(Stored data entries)
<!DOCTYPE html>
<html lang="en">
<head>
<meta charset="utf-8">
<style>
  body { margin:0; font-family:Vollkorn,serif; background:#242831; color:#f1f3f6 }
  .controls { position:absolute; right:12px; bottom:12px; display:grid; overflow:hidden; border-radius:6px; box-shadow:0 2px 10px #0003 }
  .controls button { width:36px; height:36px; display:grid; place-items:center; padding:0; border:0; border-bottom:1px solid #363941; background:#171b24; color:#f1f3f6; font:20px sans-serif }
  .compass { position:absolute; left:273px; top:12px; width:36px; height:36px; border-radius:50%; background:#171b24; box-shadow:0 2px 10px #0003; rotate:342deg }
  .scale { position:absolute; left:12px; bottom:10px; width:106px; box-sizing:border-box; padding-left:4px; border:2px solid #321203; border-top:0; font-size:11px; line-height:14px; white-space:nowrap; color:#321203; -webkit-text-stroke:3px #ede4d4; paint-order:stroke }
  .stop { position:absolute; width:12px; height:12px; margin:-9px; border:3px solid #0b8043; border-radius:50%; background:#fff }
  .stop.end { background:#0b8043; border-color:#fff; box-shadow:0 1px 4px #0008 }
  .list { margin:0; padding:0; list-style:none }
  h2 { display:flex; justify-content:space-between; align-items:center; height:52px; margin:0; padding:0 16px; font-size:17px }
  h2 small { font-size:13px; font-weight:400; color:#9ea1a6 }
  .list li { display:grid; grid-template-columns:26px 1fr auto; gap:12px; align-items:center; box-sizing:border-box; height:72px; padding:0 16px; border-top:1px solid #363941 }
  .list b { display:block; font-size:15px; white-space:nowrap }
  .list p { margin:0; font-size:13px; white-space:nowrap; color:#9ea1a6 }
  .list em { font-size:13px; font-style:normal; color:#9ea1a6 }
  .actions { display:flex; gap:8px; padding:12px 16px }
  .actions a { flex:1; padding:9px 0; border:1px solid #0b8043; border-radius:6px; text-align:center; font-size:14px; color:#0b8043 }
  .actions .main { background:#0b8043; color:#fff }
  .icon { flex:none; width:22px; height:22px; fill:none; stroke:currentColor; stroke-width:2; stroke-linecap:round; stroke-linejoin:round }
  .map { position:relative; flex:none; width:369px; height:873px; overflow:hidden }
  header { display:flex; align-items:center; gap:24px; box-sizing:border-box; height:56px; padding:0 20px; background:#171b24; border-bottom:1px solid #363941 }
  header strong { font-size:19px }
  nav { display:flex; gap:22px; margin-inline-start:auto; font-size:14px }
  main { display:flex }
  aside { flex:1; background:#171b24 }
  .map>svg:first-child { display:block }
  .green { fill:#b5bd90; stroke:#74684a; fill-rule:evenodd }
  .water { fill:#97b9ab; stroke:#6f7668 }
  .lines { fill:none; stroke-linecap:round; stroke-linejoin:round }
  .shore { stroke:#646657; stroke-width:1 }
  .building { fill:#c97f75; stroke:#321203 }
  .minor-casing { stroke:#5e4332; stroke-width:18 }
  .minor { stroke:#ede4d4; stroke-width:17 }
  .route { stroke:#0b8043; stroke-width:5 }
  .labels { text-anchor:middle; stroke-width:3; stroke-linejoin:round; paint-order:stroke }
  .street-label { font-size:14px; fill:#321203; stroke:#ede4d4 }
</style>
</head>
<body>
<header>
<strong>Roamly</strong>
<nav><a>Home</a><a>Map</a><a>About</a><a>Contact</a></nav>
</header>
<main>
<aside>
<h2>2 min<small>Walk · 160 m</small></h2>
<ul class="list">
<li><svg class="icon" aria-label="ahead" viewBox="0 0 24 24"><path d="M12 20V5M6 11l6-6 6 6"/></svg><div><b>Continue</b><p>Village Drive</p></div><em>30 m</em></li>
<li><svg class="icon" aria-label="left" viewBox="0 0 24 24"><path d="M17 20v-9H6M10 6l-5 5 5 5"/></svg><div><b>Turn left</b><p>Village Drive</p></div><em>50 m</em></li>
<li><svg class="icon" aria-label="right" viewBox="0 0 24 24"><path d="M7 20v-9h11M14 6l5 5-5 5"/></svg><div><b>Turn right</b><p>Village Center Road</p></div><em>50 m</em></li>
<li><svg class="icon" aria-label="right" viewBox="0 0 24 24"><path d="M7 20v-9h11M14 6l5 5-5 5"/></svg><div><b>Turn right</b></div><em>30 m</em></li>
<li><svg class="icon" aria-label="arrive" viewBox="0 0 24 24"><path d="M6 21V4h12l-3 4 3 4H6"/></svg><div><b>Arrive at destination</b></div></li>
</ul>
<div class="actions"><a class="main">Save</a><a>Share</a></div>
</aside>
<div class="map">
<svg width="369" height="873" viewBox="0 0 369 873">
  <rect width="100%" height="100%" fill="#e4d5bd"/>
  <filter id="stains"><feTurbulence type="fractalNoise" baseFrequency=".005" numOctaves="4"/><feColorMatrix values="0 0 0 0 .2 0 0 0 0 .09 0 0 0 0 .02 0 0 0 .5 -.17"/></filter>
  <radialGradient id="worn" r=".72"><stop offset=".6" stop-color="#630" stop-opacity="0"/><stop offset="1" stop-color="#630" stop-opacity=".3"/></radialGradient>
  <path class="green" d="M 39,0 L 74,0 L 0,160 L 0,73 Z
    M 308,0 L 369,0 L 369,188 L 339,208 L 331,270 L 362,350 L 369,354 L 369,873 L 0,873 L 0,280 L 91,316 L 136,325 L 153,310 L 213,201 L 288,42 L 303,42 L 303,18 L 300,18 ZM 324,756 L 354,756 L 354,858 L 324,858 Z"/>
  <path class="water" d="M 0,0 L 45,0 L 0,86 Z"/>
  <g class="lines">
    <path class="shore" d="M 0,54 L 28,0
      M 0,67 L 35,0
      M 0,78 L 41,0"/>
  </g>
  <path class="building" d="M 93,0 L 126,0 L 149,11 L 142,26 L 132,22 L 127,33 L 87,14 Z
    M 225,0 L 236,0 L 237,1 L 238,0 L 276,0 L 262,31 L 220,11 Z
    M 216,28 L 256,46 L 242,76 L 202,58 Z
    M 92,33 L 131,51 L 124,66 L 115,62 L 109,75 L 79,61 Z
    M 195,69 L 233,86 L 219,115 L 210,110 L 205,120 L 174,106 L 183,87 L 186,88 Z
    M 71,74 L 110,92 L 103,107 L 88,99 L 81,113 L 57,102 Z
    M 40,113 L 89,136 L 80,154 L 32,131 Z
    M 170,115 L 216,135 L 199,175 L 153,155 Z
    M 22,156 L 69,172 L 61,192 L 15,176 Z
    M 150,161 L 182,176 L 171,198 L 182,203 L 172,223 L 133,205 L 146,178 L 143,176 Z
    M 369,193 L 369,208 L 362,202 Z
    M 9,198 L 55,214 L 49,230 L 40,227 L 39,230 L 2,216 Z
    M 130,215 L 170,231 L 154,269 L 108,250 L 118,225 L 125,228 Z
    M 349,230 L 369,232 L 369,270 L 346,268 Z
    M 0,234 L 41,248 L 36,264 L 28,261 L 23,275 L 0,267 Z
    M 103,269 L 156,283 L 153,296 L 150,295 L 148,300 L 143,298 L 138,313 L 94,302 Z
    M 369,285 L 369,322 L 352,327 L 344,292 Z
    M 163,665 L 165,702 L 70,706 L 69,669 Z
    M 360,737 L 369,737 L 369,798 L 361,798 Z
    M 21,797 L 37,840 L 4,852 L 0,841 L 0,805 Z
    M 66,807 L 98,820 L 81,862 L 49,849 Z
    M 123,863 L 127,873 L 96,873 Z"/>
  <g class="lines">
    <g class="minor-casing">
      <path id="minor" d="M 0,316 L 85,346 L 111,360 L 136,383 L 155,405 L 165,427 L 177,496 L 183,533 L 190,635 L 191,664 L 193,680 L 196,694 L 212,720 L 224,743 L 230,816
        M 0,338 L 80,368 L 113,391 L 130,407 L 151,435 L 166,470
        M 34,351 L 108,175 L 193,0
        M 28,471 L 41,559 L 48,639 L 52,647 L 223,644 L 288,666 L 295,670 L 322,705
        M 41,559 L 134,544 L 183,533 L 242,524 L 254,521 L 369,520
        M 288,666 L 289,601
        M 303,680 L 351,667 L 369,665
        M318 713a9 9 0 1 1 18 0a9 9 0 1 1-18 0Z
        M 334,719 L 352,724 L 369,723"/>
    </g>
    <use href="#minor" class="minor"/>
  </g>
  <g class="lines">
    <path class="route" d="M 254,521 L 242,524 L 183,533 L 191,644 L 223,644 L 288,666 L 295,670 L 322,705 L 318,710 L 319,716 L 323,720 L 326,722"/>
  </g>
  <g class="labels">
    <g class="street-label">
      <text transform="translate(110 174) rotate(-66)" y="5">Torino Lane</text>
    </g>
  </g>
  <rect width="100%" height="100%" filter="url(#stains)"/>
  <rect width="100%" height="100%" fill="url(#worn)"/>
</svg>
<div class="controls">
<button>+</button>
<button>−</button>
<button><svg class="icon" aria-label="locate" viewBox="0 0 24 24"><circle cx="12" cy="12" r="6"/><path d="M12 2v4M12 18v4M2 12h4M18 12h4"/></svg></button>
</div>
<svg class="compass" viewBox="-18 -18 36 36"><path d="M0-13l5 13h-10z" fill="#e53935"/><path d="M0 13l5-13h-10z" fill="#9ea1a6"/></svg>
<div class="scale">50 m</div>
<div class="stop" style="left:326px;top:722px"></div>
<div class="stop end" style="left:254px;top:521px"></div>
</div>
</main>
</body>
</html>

Exercise requirements: Repeat the lines from the first one in the records through the line containing "position:absolute; right:12px; bottom:12px;", exactly as written, and nothing else.

Solution for this exercise:
<!DOCTYPE html>
<html lang="en">
<head>
<meta charset="utf-8">
<style>
  body { margin:0; font-family:Vollkorn,serif; background:#242831; color:#f1f3f6 }
  .controls { position:absolute; right:12px; bottom:12px; display:grid; overflow:hidden; border-radius:6px; box-shadow:0 2px 10px #0003 }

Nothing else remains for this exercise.